(Stored data entries)
******

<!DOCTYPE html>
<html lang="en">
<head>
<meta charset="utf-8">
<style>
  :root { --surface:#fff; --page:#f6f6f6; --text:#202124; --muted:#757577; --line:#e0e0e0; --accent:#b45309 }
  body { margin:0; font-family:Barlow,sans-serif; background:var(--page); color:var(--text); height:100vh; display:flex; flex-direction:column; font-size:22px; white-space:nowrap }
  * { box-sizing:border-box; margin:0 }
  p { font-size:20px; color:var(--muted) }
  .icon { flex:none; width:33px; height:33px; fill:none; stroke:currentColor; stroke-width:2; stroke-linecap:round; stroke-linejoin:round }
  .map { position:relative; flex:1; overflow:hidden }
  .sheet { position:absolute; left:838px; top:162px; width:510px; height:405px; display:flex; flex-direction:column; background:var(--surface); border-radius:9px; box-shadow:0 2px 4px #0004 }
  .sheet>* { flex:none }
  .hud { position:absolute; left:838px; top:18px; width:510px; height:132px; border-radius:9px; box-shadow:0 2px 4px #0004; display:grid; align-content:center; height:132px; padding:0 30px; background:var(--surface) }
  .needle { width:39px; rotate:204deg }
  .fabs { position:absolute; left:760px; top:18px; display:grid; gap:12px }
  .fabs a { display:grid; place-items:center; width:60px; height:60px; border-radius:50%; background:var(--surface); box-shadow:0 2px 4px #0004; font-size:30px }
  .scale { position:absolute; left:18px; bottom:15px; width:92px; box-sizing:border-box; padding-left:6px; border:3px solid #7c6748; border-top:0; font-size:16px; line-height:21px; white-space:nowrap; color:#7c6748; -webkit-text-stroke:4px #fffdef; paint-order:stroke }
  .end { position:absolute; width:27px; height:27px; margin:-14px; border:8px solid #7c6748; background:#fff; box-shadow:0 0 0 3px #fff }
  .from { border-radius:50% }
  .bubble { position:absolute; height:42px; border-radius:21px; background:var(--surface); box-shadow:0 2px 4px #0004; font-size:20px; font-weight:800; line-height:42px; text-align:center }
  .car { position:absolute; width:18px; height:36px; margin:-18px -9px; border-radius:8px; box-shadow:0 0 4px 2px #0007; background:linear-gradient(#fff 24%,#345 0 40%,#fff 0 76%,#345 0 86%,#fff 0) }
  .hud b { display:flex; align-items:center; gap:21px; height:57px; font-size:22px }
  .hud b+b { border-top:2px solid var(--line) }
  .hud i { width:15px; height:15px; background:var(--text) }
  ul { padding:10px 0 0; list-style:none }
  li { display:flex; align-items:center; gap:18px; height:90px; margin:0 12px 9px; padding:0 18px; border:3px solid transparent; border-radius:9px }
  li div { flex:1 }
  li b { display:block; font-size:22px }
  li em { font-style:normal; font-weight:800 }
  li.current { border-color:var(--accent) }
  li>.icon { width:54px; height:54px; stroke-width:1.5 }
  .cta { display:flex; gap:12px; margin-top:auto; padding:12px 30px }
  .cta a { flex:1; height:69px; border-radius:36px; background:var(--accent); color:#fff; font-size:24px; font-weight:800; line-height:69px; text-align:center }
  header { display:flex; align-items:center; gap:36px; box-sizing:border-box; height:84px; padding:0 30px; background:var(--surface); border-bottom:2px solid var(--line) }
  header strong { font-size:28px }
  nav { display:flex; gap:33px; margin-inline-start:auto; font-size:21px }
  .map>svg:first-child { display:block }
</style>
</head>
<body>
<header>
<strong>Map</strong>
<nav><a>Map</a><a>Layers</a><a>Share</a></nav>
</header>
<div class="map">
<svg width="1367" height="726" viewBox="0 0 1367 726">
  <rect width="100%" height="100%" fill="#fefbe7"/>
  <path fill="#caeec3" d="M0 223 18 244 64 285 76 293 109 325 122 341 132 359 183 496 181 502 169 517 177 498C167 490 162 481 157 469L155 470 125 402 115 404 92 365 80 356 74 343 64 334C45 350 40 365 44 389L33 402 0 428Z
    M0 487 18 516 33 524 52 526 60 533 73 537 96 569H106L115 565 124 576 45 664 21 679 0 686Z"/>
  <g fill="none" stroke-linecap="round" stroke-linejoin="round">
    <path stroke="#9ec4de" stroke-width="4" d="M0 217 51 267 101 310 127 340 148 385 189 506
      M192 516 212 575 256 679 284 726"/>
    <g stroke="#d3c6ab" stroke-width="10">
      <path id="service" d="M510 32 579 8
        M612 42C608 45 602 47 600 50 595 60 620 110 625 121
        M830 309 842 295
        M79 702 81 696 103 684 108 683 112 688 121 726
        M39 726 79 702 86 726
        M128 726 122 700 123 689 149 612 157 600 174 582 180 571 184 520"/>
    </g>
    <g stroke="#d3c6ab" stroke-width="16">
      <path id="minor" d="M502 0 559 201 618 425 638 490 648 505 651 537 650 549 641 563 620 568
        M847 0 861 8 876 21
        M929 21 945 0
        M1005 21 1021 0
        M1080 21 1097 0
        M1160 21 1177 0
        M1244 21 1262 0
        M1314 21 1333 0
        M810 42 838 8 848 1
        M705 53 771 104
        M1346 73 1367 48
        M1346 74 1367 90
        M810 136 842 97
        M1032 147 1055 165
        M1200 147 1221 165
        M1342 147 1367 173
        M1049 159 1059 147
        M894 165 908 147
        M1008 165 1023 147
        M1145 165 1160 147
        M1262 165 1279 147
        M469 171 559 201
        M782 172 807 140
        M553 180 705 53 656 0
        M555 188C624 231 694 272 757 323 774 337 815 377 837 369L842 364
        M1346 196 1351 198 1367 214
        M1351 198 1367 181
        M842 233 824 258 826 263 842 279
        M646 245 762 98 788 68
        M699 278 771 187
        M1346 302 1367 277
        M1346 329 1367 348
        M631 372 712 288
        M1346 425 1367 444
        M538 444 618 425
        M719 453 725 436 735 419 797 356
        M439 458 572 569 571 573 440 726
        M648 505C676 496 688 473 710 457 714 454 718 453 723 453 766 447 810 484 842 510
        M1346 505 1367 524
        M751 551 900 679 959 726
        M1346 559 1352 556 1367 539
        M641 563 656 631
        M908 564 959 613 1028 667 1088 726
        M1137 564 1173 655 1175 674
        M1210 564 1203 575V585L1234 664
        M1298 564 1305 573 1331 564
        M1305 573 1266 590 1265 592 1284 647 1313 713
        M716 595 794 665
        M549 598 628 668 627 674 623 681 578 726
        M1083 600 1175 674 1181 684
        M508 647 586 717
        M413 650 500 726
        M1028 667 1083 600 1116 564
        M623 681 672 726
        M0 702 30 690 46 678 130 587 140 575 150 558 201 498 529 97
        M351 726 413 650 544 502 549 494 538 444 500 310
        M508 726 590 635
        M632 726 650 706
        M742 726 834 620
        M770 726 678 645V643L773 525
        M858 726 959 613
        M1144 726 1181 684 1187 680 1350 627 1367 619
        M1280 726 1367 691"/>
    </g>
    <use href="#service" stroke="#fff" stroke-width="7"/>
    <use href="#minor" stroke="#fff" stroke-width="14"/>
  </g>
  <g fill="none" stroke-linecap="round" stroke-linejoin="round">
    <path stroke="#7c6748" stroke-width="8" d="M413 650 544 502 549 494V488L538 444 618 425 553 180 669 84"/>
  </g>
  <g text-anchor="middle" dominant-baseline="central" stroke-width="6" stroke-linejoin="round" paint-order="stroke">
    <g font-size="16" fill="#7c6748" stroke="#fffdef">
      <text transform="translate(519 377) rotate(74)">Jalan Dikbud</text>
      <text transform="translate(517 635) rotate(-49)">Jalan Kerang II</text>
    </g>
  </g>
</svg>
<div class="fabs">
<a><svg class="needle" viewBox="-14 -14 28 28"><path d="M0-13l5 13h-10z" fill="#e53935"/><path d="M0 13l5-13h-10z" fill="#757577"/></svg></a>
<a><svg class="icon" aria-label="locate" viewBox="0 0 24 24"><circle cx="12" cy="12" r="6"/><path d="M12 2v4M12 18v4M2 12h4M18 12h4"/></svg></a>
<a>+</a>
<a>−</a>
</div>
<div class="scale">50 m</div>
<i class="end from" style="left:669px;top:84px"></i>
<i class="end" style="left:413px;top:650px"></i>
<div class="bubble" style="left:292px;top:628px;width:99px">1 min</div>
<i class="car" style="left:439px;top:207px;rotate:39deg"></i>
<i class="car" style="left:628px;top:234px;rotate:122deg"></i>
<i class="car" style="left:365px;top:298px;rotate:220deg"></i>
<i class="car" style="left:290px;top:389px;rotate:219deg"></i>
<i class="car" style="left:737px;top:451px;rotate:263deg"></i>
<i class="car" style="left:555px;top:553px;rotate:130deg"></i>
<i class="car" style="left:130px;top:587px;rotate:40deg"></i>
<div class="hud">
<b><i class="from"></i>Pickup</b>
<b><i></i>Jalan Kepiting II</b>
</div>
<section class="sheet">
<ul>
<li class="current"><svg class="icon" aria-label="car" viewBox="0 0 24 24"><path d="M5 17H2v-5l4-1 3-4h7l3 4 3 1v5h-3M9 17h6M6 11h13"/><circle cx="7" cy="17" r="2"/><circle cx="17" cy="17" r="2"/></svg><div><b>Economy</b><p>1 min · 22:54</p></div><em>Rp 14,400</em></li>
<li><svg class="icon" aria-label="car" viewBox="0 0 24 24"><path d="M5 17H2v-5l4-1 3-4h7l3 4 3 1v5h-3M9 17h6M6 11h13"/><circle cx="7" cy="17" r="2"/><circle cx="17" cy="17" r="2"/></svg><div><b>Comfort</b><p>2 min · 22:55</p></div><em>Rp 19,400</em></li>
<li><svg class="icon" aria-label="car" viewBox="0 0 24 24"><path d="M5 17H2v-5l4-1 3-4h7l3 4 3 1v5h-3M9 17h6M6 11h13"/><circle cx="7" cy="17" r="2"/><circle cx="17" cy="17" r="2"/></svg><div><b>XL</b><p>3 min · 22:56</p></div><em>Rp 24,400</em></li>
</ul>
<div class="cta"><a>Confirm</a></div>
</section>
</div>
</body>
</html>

******

Once you have found every line above holding the word "fabs", copy those lines.

  .fabs { position:absolute; left:760px; top:18px; display:grid; gap:12px }
  .fabs a { display:grid; place-items:center; width:60px; height:60px; border-radius:50%; background:var(--surface); box-shadow:0 2px 4px #0004; font-size:30px }
<div class="fabs">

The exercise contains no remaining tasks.